SA Forum of Civil Engineering Contractors (Safcec) CEO Webster Mfebe said the establishment of state construction companies has been mooted within certain quarters for quite some time.

Mfebe said this has been prompted by government spending billions annually on procuring public infrastructure and frustrations about the infrastructure backlog and its unaffordability, the non-inclusive nature of the construction industry in terms large contracts going to the established contractors and black contractors normally “picking up the crumbs and not the actual cake”.

Mfebe said legislators and policy makers have expressed frustration about public infrastructure failing to change the construction landscape and eradicate the backlog.

However, Mfebe stressed that construction is a technically complex and highly risky environment and it is extremely doubtful that most municipalities and provincial governments will have the required capacity, skills and financial resources to properly run competitive construction companies.

“The fact of the matter is that some municipalities currently have stock yards with some yellow plant rusting away in a state of disrepair while basic infrastructure has collapsed. For such municipalities to successfully run construction companies will be a mountain too high to climb,” he said.

Mfebe added that public procurement is constitutionally entrenched, which means there would have to be a Constitutional amendment to do away with public tenders altogether.

He said there is nothing constitutionally and legally prohibiting the state from creating its own internal capacity in terms of state-owned construction companies.

But Mfebe said there are doubts about whether state-owned construction companies could be truly competitive as their losses can simply be absorbed by the fiscus, as is the case with most of the state-owned enterprises.

Consulting Engineers South Africa (CESA) CEO Chris Campbell believes it is probably more important for the public sector to look at facilitating the delivery of infrastructure and to use the capacity in the private sector.

Campbell said assuming that a state-owned construction company can do all the things required to deliver infrastructure “is likely going to lead nowhere”.

He stressed that the criticism about the cost of infrastructure is mostly symptomatic of the inability to ensure that in appointing those service providers or contractors the state entity has considered the risk and the likely variability “through variation orders that may arise by simply gravitating towards the least cost”.

“So to assume it’s going to cost any less from within begs the question of where that capacity is going to come from?
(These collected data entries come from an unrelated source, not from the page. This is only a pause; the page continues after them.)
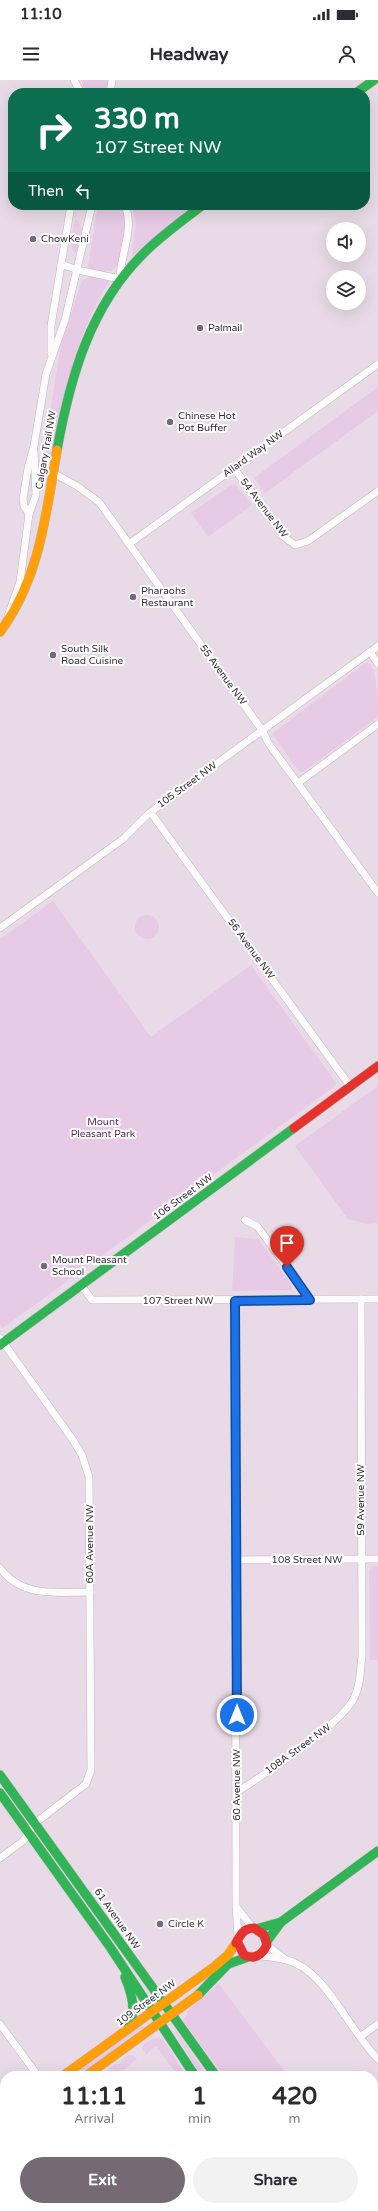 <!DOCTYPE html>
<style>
:root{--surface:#fff;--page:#f2f2f3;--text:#2b2b33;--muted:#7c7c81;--accent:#756a74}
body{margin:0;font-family:"Varela Round",sans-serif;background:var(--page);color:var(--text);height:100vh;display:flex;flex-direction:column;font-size:15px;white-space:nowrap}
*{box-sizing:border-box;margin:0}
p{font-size:13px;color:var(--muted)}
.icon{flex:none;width:22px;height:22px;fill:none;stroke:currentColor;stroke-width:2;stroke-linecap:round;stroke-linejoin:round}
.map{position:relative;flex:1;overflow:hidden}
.panel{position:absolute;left:0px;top:1991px;width:378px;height:140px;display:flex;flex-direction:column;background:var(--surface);border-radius:16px 16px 0 0;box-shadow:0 4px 16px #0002}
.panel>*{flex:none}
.hud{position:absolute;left:8px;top:8px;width:362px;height:122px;border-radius:16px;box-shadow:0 4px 16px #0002;background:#0b6e4f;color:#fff;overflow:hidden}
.fabs{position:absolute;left:326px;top:142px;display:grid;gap:8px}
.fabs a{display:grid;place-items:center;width:40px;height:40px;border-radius:50%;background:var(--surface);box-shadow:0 4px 16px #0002;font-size:20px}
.pin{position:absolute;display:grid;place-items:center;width:34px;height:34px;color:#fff;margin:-41px -17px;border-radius:50% 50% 50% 0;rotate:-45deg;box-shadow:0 0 4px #0007}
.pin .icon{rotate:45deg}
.me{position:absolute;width:44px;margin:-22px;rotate:0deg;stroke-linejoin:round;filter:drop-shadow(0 0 3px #0008)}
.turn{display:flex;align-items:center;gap:14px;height:84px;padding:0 20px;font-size:18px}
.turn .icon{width:52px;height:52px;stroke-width:2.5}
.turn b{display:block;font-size:28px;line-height:34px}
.then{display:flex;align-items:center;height:38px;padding:0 20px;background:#0003;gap:8px;font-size:15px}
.eta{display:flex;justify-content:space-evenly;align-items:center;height:68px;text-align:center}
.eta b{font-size:24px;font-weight:700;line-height:28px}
.action{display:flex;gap:8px;margin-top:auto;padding:8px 20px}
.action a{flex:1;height:46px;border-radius:24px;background:var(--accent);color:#fff;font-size:16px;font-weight:700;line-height:46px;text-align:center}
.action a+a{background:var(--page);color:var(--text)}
.status{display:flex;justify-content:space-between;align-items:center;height:28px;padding:0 20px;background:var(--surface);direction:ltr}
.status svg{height:11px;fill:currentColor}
header{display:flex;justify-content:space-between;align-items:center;height:52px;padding:0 20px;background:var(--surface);font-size:18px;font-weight:700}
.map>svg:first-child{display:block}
</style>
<div class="status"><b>11:10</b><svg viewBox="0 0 49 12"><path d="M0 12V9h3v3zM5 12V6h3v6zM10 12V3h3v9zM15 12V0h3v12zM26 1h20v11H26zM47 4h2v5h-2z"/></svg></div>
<header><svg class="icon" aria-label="menu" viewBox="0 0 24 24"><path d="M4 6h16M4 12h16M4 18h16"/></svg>Headway<svg class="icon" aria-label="person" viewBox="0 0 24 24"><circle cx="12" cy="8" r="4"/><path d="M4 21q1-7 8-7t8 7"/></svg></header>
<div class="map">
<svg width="378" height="2131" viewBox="0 0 378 2131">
<rect width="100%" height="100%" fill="#e8dbe7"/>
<g fill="#e7cae5">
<polygon points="83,0 109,0 107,8 101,12 91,13 83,7"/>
<path d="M 98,125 L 121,125 C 128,137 126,183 112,190 C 106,193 96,190 90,189 L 88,187 Z"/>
<polygon points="132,125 191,128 132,178 136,143"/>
<polygon points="77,140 83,151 78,171 74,173 70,166 75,141"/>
<path d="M 93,195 L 109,199 L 109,202 C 74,255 65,320 52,380 L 44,380 L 41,376 L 48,347 L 61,264 L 82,201 Z"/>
<polygon points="378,307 378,331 265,413 254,398"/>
<polygon points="231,405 236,405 252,425 208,457 191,433"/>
<path d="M 368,583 C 378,590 378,622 378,637 L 303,692 L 299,691 L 272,654 L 364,584 Z"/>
<polygon points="53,821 151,957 251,885 336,1003 335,1006 3,1248 0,1244 0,859"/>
<circle cx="147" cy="847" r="12"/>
<polygon points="378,1006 378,1143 367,1144 348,1139 295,1066"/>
<polygon points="235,1157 258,1159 292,1205 292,1210 232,1211"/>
<polygon points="378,1486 378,1580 370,1580 369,1491 371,1487"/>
<polygon points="219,1904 288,1996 224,1996 183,1941 190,1928"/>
<polygon points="143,1946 144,1947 79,1996 71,1996 137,1948"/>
<polygon points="175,1952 177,1952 207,1996 201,1996"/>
<polygon points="152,1959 159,1958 164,1961 186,1996 178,1996 156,1966 146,1974 142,1968 144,1964"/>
<polygon points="129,1975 134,1975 137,1979 121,1992 119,1996 99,1996 115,1984 117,1985 122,1982 121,1980"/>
<polygon points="373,2111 378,2117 378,2131 324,2131 321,2126 373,2126"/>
<polygon points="45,2126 107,2126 107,2131 49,2131"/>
</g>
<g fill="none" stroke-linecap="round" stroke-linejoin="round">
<defs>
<g id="street">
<polyline points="74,0 81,13"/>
<polyline points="110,13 112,0"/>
<path d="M 61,184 L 78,190 L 120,199 C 120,174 135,150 125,125"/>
<polyline points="51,273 51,246 71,125"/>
<polyline points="234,388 284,457 295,465 308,461 378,411"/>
<polyline points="53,393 77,406 99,422 262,650 269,664 378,813"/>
<polyline points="29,434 24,426 23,419 28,388 34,366 46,294 65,240 92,125"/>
<polyline points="129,464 378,284"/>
<polyline points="8,536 20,502 29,434 36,415 34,370"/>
<polyline points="370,572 378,584"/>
<polyline points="298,703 378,644"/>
<polyline points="151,733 350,1006"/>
<polyline points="0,848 123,759 147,735 164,722 378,566"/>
<polyline points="245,1140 257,1146 311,1219"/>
<polyline points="81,1205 92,1220 378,1219"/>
<polyline points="235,1221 236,1825 238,1857"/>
<polyline points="0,1258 73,1360 82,1375 89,1397 91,1690 86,1704 35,1743 23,1761 0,1778"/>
<polyline points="236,1480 378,1479"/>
<path d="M 0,1488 C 22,1518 57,1512 90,1512"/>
<path d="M 237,1712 C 265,1694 341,1645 354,1618 C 361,1605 360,1590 362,1576 L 361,1219"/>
<polyline points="237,1828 253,1848"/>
<polyline points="267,1865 285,1879"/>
<path d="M 259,1876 C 272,1877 284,1878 295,1883 C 329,1898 351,1953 378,1979"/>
<polyline points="0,1944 38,1996"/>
<polyline points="360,1957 378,1944"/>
</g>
<g id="fast">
<polyline points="356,13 374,0"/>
<path d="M 57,370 C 70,298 90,226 144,173 C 162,155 183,140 203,125"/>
<polyline points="0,1265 294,1048"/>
<polyline points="0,1695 216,1996"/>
<polyline points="0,1713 110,1867 195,1996"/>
<polyline points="256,1849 281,1842"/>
<polyline points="267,1861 281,1842 378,1771"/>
<path d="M 125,1897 C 132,1914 137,1931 128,1949"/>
<polyline points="198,1915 228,1884 248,1877"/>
<polyline points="0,2041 5,2037"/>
<polyline points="0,2068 5,2065"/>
<polyline points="0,2079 5,2076"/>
<polyline points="286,2126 290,2131"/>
<polyline points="299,2126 303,2131"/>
</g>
<g id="slow">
<path d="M 0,552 C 40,498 46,434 57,370"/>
<polyline points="63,1996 214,1887 228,1875 236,1863"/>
<polyline points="86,1996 198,1915"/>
<polyline points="310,2126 314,2131"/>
</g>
<g id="jam">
<polyline points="294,1048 378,986"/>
<path d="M 236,1863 C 240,1855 244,1848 254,1848 L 264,1855 L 267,1865 C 262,1875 255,1880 244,1875 L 237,1861"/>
</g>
</defs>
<use href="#street" stroke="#c0b6bf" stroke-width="8"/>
<use href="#fast" stroke="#c0b6bf" stroke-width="10"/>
<use href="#slow" stroke="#c0b6bf" stroke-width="10"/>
<use href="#jam" stroke="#c0b6bf" stroke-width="10"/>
<use href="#street" stroke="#fcfafb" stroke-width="7"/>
<use href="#fast" stroke="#30b455" stroke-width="9"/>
<use href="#slow" stroke="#ff9f0a" stroke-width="9"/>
<use href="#jam" stroke="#e5322d" stroke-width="9"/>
</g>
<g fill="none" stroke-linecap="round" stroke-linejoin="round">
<defs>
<polyline id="route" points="237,1635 235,1221 310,1220 287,1187"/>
</defs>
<use href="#route" stroke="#114b97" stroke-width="10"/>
<use href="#route" stroke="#1a73e8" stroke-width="7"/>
</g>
<g fill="#756a74" stroke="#fff" stroke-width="1.5">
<circle cx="33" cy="159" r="4"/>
<circle cx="200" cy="248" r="4"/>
<circle cx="170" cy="342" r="4"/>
<circle cx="133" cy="517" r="4"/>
<circle cx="53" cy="575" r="4"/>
<circle cx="44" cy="1186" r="4"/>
<circle cx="160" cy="1844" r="4"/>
</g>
<g text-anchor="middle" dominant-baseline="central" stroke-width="4" stroke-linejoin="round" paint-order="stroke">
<g font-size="10" fill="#372d36" stroke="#fff" text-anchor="start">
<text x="41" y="159">ChowKeni</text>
<text x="208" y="248">Palmail</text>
<text x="178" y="336">Chinese Hot<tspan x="178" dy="12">Pot Buffer</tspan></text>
<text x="141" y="511">Pharaohs<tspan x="141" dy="12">Restaurant</tspan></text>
<text x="61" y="569">South Silk<tspan x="61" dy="12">Road Cuisine</tspan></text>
<text x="52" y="1180">Mount Pleasant<tspan x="52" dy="12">School</tspan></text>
<text x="168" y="1844">Circle K</text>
</g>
<g font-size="10" fill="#372d36" stroke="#fff">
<text transform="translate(46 370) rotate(-80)">Calgary Trail NW</text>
<text transform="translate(253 374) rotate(-36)">Allard Way NW</text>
<text transform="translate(264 428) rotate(53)">54 Avenue NW</text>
<text transform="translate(223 595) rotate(54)">55 Avenue NW</text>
<text transform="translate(187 705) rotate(-36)">105 Street NW</text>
<text transform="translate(251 869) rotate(54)">56 Avenue NW</text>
<text transform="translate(183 1117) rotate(-36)">106 Street NW</text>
<text x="178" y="1221">107 Street NW</text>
<text transform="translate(361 1420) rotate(-90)">59 Avenue NW</text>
<text transform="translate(90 1464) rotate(-90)">60A Avenue NW</text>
<text x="307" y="1480">108 Street NW</text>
<text transform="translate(298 1669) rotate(-36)">108A Street NW</text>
<text transform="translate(237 1705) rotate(-90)">60 Avenue NW</text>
<text transform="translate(117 1839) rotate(55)">61 Avenue NW</text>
<text transform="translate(146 1923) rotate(-36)">109 Street NW</text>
</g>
<g font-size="10" fill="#62295f" stroke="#fff">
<text x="103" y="1042">Mount<tspan x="103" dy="12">Pleasant Park</tspan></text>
</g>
</g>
</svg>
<div class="fabs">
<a><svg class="icon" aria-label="sound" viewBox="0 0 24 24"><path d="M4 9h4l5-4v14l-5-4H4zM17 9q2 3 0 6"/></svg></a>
<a><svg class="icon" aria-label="layers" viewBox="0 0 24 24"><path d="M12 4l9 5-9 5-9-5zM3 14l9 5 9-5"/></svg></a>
</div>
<div class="pin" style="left:287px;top:1187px;background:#d93025"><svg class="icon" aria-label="arrive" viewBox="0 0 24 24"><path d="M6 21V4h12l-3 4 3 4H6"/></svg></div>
<svg class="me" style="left:237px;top:1635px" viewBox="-20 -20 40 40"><circle r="17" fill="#1a73e8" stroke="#fff" stroke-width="3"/><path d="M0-11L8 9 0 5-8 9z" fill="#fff"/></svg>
<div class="hud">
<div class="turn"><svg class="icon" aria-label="right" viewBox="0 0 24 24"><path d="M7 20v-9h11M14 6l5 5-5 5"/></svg><div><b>330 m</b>107 Street NW</div></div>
<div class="then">Then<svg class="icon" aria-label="left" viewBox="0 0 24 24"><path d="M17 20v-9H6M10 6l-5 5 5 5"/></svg></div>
</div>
<section class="panel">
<div class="eta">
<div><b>11:11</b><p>Arrival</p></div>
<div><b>1</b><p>min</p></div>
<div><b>420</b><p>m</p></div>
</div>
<div class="action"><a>Exit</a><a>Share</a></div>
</section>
</div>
At the moment it hardly exists,” he said.

Campbell said there is no way the government would be able to replicate the capacity and skills required for a state-owned construction company and should instead be looking at a better way of procuring these services.

He said municipalities, many of which are dysfunctional and failing to provide basic services, should be concentrating on “getting the basics right”.

“That means getting at least a level of competent capacity in place to manage the affairs of those entities.

“To be looking at all §the other aspects around the delivery of these projects is likely a bridge too far and it ignores the fact that you have a huge industry that you could use constructively,” he said.

Campbell said the context of infrastructure development costs is important because, if for example the amount and type of rock a road contractor would encounter on a project is underestimated, it “blows costs out of the water”.

“The biggest problem is that people think that everything around infrastructure projects is something that you can just pull off the shelf, buy it and it’s ready-made.

“You are never buying anything that is completely ready-made. There are always aspects of risk that you may encounter,” he said.